Transcribe each of the records below exactly, excluding all pictures.

- [DATA FOR ANALYSIS]:
○ ○ ○ ○

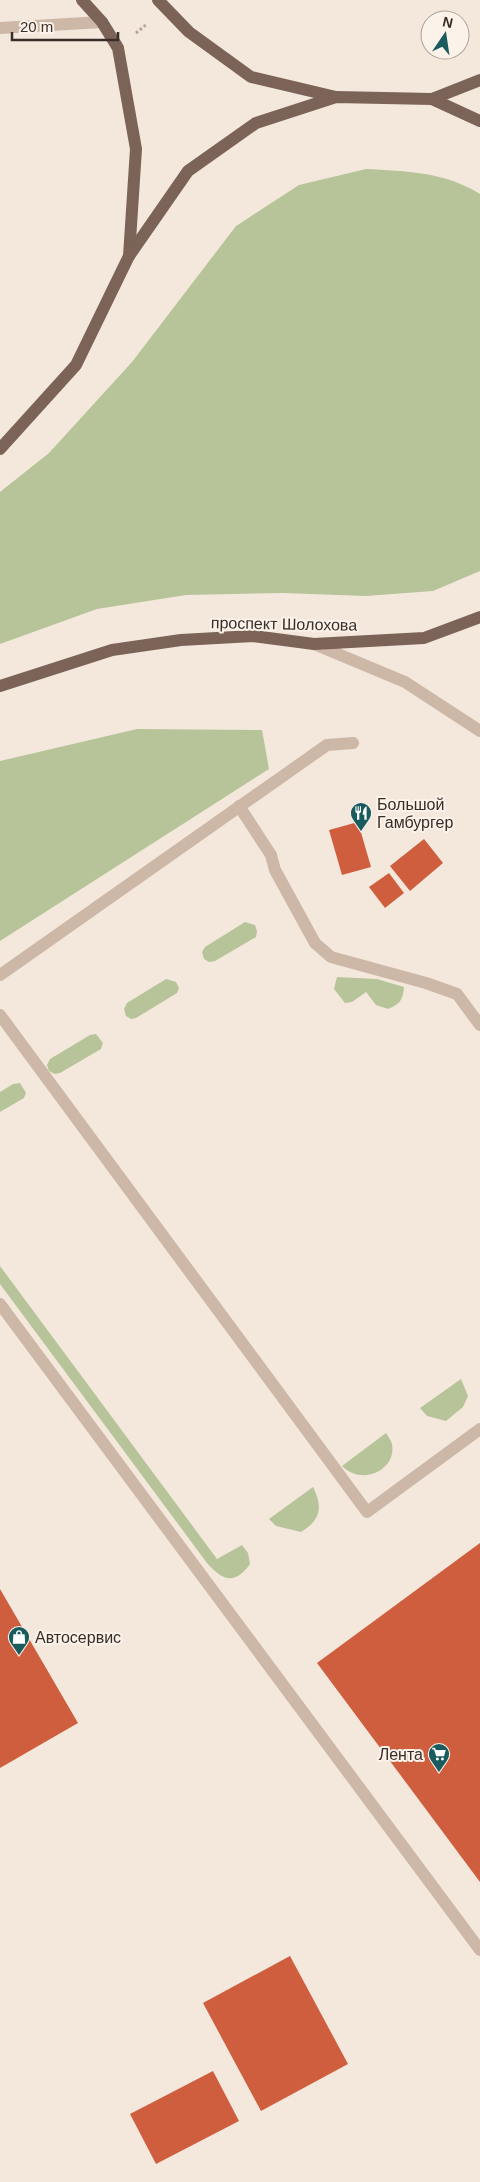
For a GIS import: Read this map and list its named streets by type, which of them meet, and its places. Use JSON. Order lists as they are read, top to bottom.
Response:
{
  "streets": {
    "main road": ["проспект Шолохова"]
  },
  "places": {
    "restaurant": ["Большой Гамбургер"],
    "shop": ["Автосервис"],
    "supermarket": ["Лента"]
  },
  "scale_bar": "20 m",
  "north": "top"
}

○ ○ ○ ○

- [RESULT OF THIS TASK]:
For a GIS import: Read this map and list its named streets by type, which of them meet, and its places. Use JSON. Order lists as they are read, top to bottom.
Response:
{
  "streets": {
    "main road": ["проспект Шолохова"]
  },
  "places": {
    "restaurant": ["Большой Гамбургер"],
    "shop": ["Автосервис"],
    "supermarket": ["Лента"]
  },
  "scale_bar": "20 m",
  "north": "top"
}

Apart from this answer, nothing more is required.